Acabei o secundário e fui para Lisboa e os meus pais também pois nessa altura o meu pai estava em pré-reforma do trabalho (receber para ficar em casa) e a minah mãe entregou a loja ao senhorio, pois era uma prisão e já não dava muito dinheiro, e também porque tivemos uma grande desilusão com o meu avô. Casou com uma prima que foi um namoro de infância e ela nunca a esqueceu, aliás viveu frustrada toda a vida por ele ter casado com a minha avó. A senhora era má, com grande fama entre os seus alunos e não só.
Conseguiu virar o meu avô contra nós pois queria-o só para ele, foi uma altura complicada para nós. Até ao dia em que a senhora faleceu e voltámos a ser uma família, nunca falámos com ele no que se passou para não remexer na ferida mas aceitámo-lo de volta, afinal ele também não tinha mais ninguém.

Nessa altura mais ou menos os meus pais decidiram voltar para baixo e eu fiquei por Lisboa mais uns anos.
Quando decidi vir para baixo e voltei a casa dos meus pais é claro que surgiram algumas diferenças entre mim e a minha mãe. Eu habituada a ter as coisas à minha maneira ou a comer apenas se queria ou as horas que queria ou chegar quando queria. Mas não correu mal. Em 2008 resolvi sair de casa e remodelar o apartamento onde cresci e que estava alugado anteriormente a pessoas, para me mudar e viver com o meu ex-namorado.

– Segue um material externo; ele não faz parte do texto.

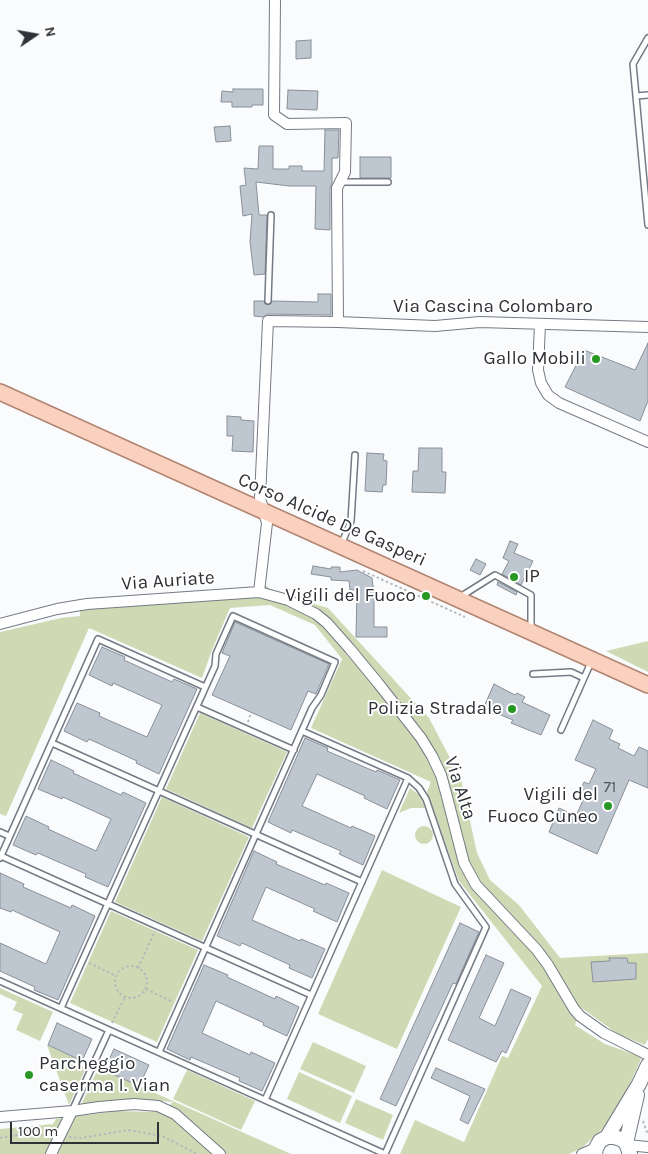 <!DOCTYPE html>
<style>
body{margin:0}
#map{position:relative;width:648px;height:1154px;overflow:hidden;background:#fafbfd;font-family:Karla,sans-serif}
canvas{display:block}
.north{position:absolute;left:10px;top:10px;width:50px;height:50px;-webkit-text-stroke:4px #fff;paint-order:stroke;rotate:78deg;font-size:14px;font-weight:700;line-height:20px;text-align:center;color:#2e3135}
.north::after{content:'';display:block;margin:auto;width:18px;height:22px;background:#2e3135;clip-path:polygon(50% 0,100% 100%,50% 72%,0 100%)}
.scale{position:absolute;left:10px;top:1122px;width:149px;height:22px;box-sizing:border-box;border:2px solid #2e3135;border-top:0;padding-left:6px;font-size:15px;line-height:18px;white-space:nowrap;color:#2e3135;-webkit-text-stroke:4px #fff;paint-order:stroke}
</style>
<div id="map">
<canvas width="648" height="1154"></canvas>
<div class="north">N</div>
<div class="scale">100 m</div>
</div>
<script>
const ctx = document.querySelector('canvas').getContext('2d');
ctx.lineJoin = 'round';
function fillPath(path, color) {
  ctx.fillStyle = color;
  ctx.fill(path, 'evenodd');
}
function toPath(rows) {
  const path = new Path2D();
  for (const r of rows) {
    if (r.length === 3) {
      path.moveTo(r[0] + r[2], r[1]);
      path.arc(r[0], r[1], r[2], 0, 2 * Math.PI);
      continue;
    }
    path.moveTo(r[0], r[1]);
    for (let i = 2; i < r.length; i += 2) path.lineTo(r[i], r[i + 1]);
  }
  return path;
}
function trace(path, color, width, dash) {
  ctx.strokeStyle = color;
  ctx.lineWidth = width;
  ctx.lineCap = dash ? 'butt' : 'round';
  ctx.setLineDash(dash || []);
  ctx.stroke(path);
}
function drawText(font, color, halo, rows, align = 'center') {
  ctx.font = font + ' Karla,sans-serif';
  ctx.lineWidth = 4;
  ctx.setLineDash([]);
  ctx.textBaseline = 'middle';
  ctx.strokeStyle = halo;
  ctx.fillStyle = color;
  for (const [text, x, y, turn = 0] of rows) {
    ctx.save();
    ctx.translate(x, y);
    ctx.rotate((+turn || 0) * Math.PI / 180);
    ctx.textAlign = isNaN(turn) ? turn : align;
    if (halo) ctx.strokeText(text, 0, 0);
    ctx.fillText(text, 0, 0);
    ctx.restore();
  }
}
fillPath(toPath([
 [267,586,271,591,328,608,429,718,461,779,477,853,490,880,519,905,560,958,648,953,648,1039,645,1045,618,1034,580,1007,575,1025,605,1044,642,1057,614,1118,582,1148,569,1154,400,1154,415,1120,464,1142,502,1056,508,1058,542,986,459,881,427,792,431,782,311,728,342,659,315,625,270,605,230,608,212,650,202,678,89,628,6,816,0,814,0,632,61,618,80,616,80,602],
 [648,641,648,672,606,651],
 [200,713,287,752,252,828,166,789],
 [410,788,419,795,425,808,411,808,399,813],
 [162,797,249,837,202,941,115,902],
 [424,835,9],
 [382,870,461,907,397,1049,318,1014],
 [111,911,198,950,157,1042,70,1003],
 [0,988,53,1012,40,1041,16,1030,23,1014,13,1010,17,1002,0,994],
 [313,1042,366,1066,354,1093,300,1069],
 [47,1045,82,1061,80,1065,86,1068,69,1105],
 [104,1070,291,1154,0,1154,0,1129,53,1124,56,1119,116,1111,162,1112,173,1102,149,1100,81,1105,96,1073,101,1075],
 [187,1070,255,1101,241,1130,173,1099],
 [299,1072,352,1096,340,1123,287,1099],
 [356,1099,393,1115,383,1140,345,1123]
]), '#cfdab4');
const building = toPath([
 [311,40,311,58,296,59,296,41,311,40],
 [233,89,263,89,263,105,252,105,252,107,232,107,232,102,221,102,222,91,233,92,233,89],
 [288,90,318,91,317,110,287,109,288,90],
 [230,126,231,141,216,142,214,127,230,126],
 [325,130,339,130,338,158,332,158,332,183,330,188,330,230,315,229,316,186,289,186,256,182,259,215,267,215,265,274,254,275,250,242,252,214,243,216,240,186,246,185,244,168,258,169,259,146,273,146,273,169,289,169,289,166,302,166,302,171,324,171,325,130],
 [360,157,391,157,391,178,360,178,360,157],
 [318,294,331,294,331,315,268,314,263,317,254,316,254,301,264,301,265,304,268,305,272,301,318,302,318,294],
 [648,343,648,401,640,421,565,387,584,350,635,370,648,343],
 [227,416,241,417,241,420,254,421,253,452,232,451,233,436,227,436,227,416],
 [419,448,442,448,442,472,446,472,445,493,412,492,413,471,418,471,419,448],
 [367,453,384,454,383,460,387,461,386,485,383,485,382,492,365,491,367,453],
 [510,541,518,544,514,553,533,561,521,585,502,574,509,561,503,558,510,541],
 [476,559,486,564,480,575,470,570,476,559],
 [313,566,331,569,331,567,340,567,340,572,357,570,372,578,373,587,374,587,374,627,387,627,387,637,356,637,357,590,350,590,349,581,331,580,331,577,311,574,313,566],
 [498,582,517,592,516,595,497,585,498,582],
 [235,622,329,664,316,694,308,691,291,730,212,695,230,656,222,653,235,622],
 [102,647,125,657,124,660,172,682,174,679,197,689,159,774,136,763,137,761,89,739,87,742,64,731,77,703,100,713,99,716,147,737,162,705,113,683,112,686,89,675,102,647],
 [494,684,515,695,517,693,525,697,522,702,550,715,541,735,511,723,513,720,496,713,495,715,483,709,494,684],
 [593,720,613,730,609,739,620,744,618,748,634,756,639,747,648,751,648,788,629,780,597,854,549,832,559,808,576,816,584,798,578,795,584,782,589,784,596,769,575,760,593,720],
 [305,738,328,748,327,751,376,772,377,770,400,780,387,809,364,798,365,796,317,774,302,806,351,828,352,826,375,836,363,865,339,854,341,851,292,830,291,833,268,822,305,738],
 [51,760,74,771,73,773,121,795,123,792,146,803,108,887,85,877,86,874,38,853,36,855,13,845,26,816,49,827,48,829,96,851,111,819,63,797,62,799,38,789,51,760],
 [254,851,277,862,276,864,325,885,326,883,349,893,337,922,313,911,315,909,266,887,252,920,300,941,301,939,325,949,312,978,289,968,290,965,242,943,240,946,217,936,254,851],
 [0,873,24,884,23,887,71,908,72,905,95,916,58,1000,34,990,35,987,0,971,0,943,46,964,60,932,12,910,11,912,0,908,0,873],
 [460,923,479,932,456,984,453,983,396,1106,380,1099,460,923],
 [486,955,504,963,479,1018,495,1026,511,989,531,998,506,1053,502,1051,496,1062,448,1040,486,955],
 [609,958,627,958,628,963,636,963,636,979,593,982,591,962,610,961,609,958],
 [204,965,228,975,227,977,275,999,276,996,299,1007,287,1036,263,1025,264,1023,216,1001,202,1033,250,1055,251,1052,275,1063,262,1091,239,1081,240,1078,191,1057,190,1060,167,1049,204,965],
 [57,1023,92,1039,82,1061,48,1045,57,1023],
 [114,1049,149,1065,139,1086,104,1070,114,1049],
 [436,1068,485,1089,468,1124,460,1120,470,1096,431,1078,436,1068]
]);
fillPath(building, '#bec6d0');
trace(building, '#889099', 1);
const lane = toPath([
 [648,38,633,64,648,225],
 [636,96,648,95],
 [340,182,388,182],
 [268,301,271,215],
 [341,545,351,521,355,455],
 [460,597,495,575,531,595,531,630],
 [533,674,571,672,584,678],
 [197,707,294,750],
 [561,730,592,660],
 [302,731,408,778,419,788,426,799,455,884,486,927,385,1154],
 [52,743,362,882],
 [0,832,9,836],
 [1,856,311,995],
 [0,858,98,639,205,687],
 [0,981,385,1154],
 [61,1008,215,666,216,654,233,616,335,662,321,695,312,708,159,1052],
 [265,1100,408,778],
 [72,1111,109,1030]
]);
const street = toPath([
 [275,0,274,115,287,124,346,123,345,172,337,188,338,322],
 [540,324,538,370,541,383,548,395,559,403,648,442],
 [259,592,267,523,260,498,268,321,338,322,435,326,480,322,648,327],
 [0,624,57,609,87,604,259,592,288,600,316,614,327,623,350,649,378,683,421,738,432,756,441,775,446,793,464,863,476,885,537,950,548,965,574,1009,580,1016,604,1033,648,1055],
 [0,1117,72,1111,99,1107,134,1104,158,1106,175,1114,220,1154],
 [627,1145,648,1147],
 [51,1154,72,1111],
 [582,1154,596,1148]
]);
const secondary = toPath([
 [607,1137,639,1084,648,1065],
 [626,1143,637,1095],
 [595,1154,596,1148,600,1141,607,1137,614,1137,621,1139,626,1143,630,1154]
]);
const primary = toPath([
 [0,392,648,685]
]);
trace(lane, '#747b84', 8);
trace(street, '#747b84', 12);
trace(secondary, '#747b84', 16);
trace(primary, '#b08471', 18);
trace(toPath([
 [363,571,465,617],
 [248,722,251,713],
 [89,963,116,976],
 [131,982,16],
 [138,968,155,931],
 [146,989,173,1002],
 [112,1023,125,997],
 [643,1121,648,1135],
 [69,1137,81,1138,128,1130,162,1136,197,1154],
 [0,1138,17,1135,50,1135]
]), '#b7b9bb', 2, [2.5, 2.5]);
trace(lane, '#fff', 5);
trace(street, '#fff', 10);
trace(secondary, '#fff', 14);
trace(primary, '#fad0be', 15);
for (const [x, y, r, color] of [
 [596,359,5,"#289825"],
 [514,577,5,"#289825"],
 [426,596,5,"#289825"],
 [512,709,5,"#289825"],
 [608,806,5,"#289825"],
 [29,1075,5,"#289825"]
]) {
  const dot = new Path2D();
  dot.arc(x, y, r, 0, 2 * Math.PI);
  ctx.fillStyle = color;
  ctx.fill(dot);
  trace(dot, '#fff', 2);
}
drawText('16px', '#52565c', null, [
 ["71",610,787]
]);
drawText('19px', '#2e3135', '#fff', [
 ["Via Cascina Colombaro",493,307],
 ["Corso Alcide De Gasperi",332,520,24],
 ["Via Auriate",168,581,-4],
 ["Via Alta",460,788,72]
]);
drawText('19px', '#2e3135', '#fff', [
 ["Gallo Mobili",586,359],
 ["IP",524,577,"left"],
 ["Vigili del Fuoco",416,596],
 ["Polizia Stradale",502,709],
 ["Vigili del",598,795],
 ["Fuoco Cuneo",598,817],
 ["Parcheggio",39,1064,"left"],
 ["caserma I. Vian",39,1086,"left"]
], 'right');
</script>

Embora a minha mãe sempre tenha incentivado a que eu abrisse asas e voasse do ninho e me orientasse na vida, acho que foi um golpe para ela. Como filha única deve ter-se sentido como missão cumprida e tive receio que se sentisse inútil ou assim.

A ser sincera e olhando para trás acho que foi aí que comecei a notar diferenças nela.